Here is a great writeup about the ohio record largemouth. 
http://www.ohiobassblog.com


----------



## Scum_Frog (Apr 3, 2009)

Good article but it's a record that will probably never be touched. If you hit 7-8lbs in an Ohio largemouth that's an absolute giant. If you touch 10 it's an absolute fish of a lifetime. I hope it gets broken but I just don't see it. 

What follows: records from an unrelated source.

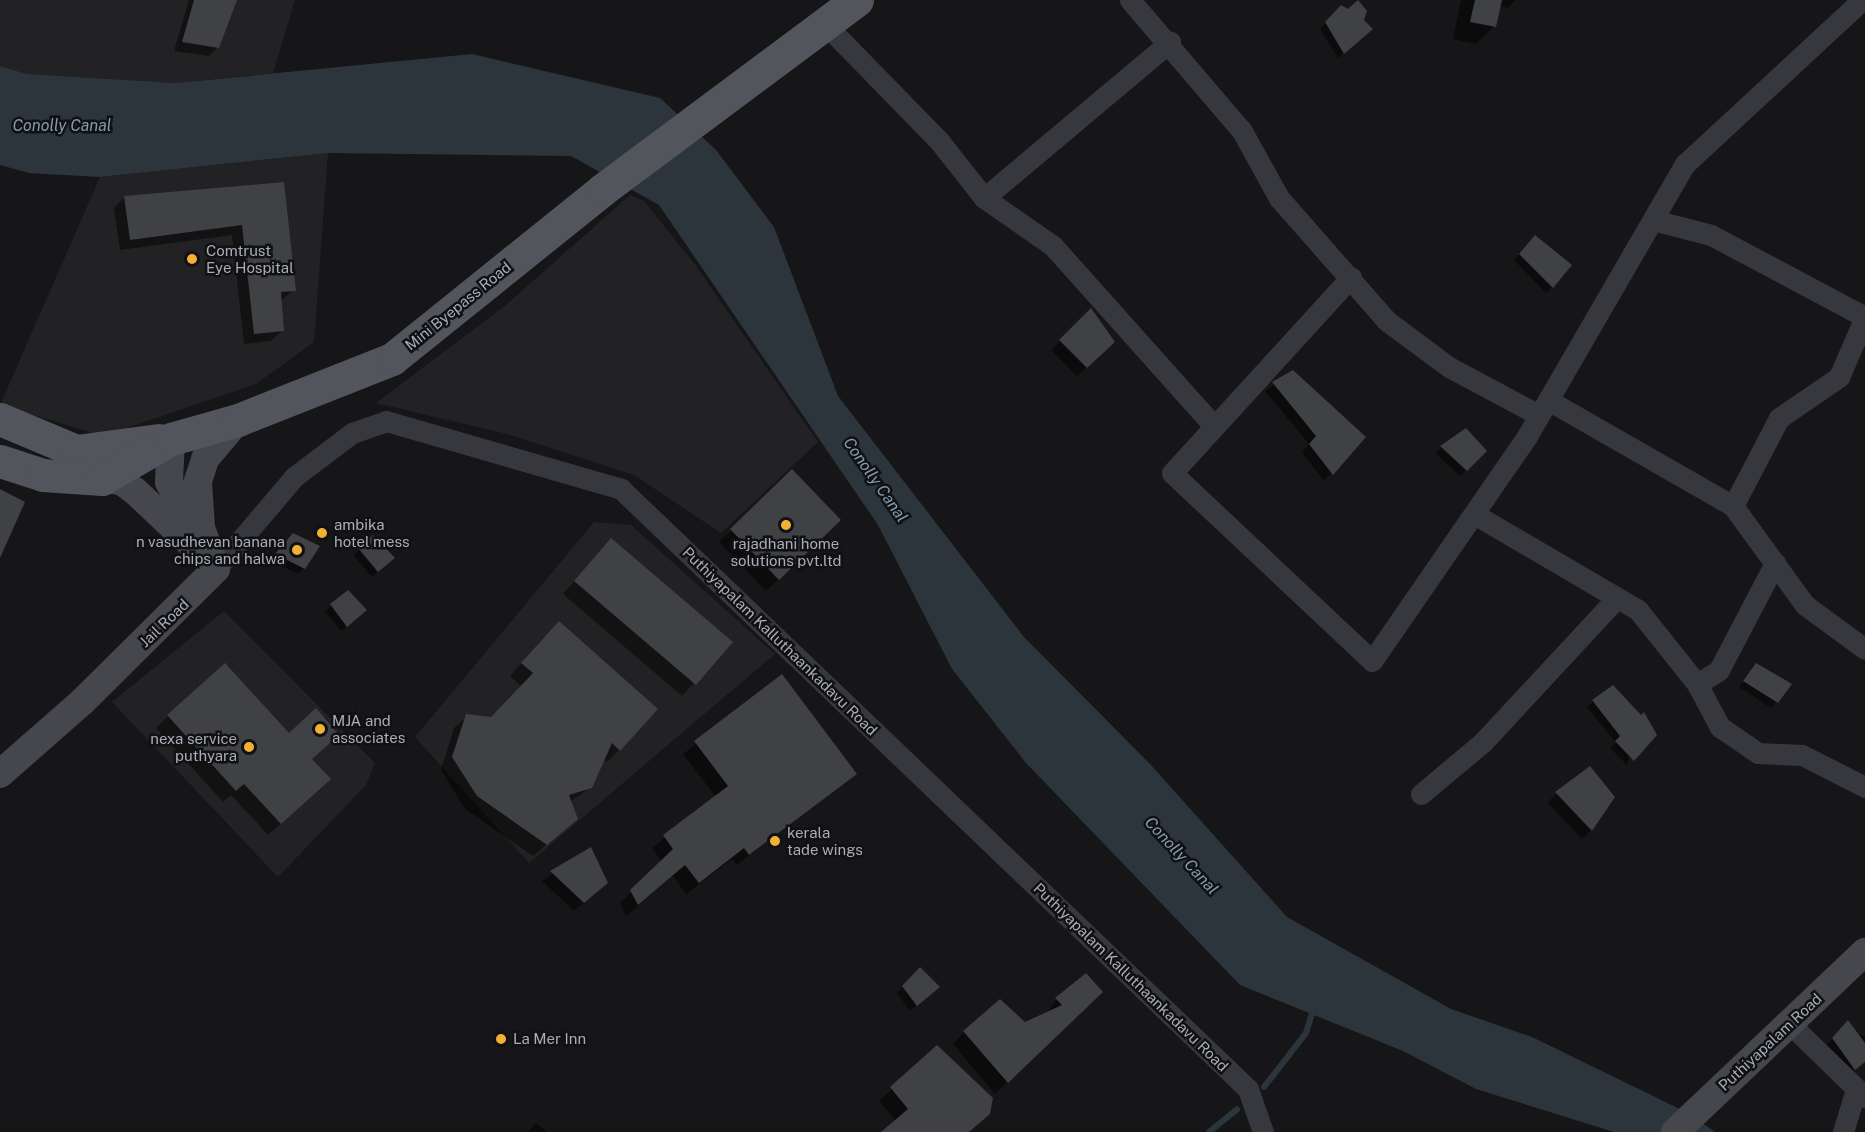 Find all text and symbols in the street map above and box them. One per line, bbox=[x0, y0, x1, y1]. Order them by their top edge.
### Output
water label: Conolly Canal bbox=[12, 116, 112, 136]
place label: Comtrust Eye Hospital bbox=[206, 241, 294, 276]
marker: Comtrust Eye Hospital bbox=[183, 250, 201, 268]
street label: Mini Byepass Road bbox=[401, 258, 515, 354]
water label: Conolly Canal bbox=[839, 434, 911, 526]
place label: ambika hotel mess bbox=[334, 515, 410, 550]
marker: rajadhani home solutions pvt.ltd bbox=[779, 518, 793, 532]
marker: ambika hotel mess bbox=[315, 526, 329, 540]
place label: n vasudhevan banana chips and halwa bbox=[136, 532, 285, 567]
place label: rajadhani home solutions pvt.ltd bbox=[730, 534, 842, 569]
marker: n vasudhevan banana chips and halwa bbox=[290, 543, 304, 557]
street label: Puthiyapalam Kalluthaankadavu Road bbox=[679, 543, 881, 739]
street label: Jail Road bbox=[136, 595, 192, 651]
place label: MJA and associates bbox=[332, 711, 405, 746]
marker: MJA and associates bbox=[313, 722, 327, 736]
place label: nexa service puthyara bbox=[150, 729, 237, 764]
marker: nexa service puthyara bbox=[242, 740, 256, 754]
water label: Conolly Canal bbox=[1140, 813, 1222, 899]
place label: kerala tade wings bbox=[787, 823, 863, 858]
marker: kerala tade wings bbox=[768, 834, 782, 848]
street label: Puthiyapalam Kalluthaankadavu Road bbox=[1030, 879, 1232, 1075]
street label: Puthiyapalam Road bbox=[1715, 990, 1825, 1094]
place label: La Mer Inn bbox=[513, 1030, 586, 1048]
marker: La Mer Inn bbox=[494, 1032, 508, 1046]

Posted using Outdoor Hub Campfire


----------



## crittergitter (Jun 9, 2005)

Good read. Thanks for sharing that.


----------



## Harbor Hunter (Aug 19, 2007)

I was working for the ODNR out of Findlay at the time the fish was caught.I actually knew one of the guys that went down there to check out the bass.He thought for sure that it wasn't a northern strain upon seeing it,but testing proved it was.I wish I could've seen it in person.I personally believe the record will be broken.I know for a fact that one weighing over 14lbs.was caught in a test net for muskies on a public lake and released afterwards.There's always the chance that it was a Florida strain,but we won't know until somebody catches it.I believe with all the little known farm ponds in SE Ohio and some of the old strip ponds along the Ohio River like those around Hanging Rock a bass of that size will be brought in.


----------



## Bimmer (Aug 12, 2011)

Good article. Records are made to be broken, that will take a hell of a bass to break.


----------



## Marshall (Apr 11, 2004)

I dont think Florida strain bass can tolerate ohio's cold winters. At least not this one we are having right now.


----------



## Mr. A (Apr 23, 2012)

Perspnally I don't care what strain a 14lb bass is, if I was lucky enough to catch it I'd probably sound like a blabbering fool trying to tell others the story! 

Mr. A


----------



## icebucketjohn (Dec 22, 2005)

Nice story. Thanks for posting.


----------



## Nubes (Dec 3, 2012)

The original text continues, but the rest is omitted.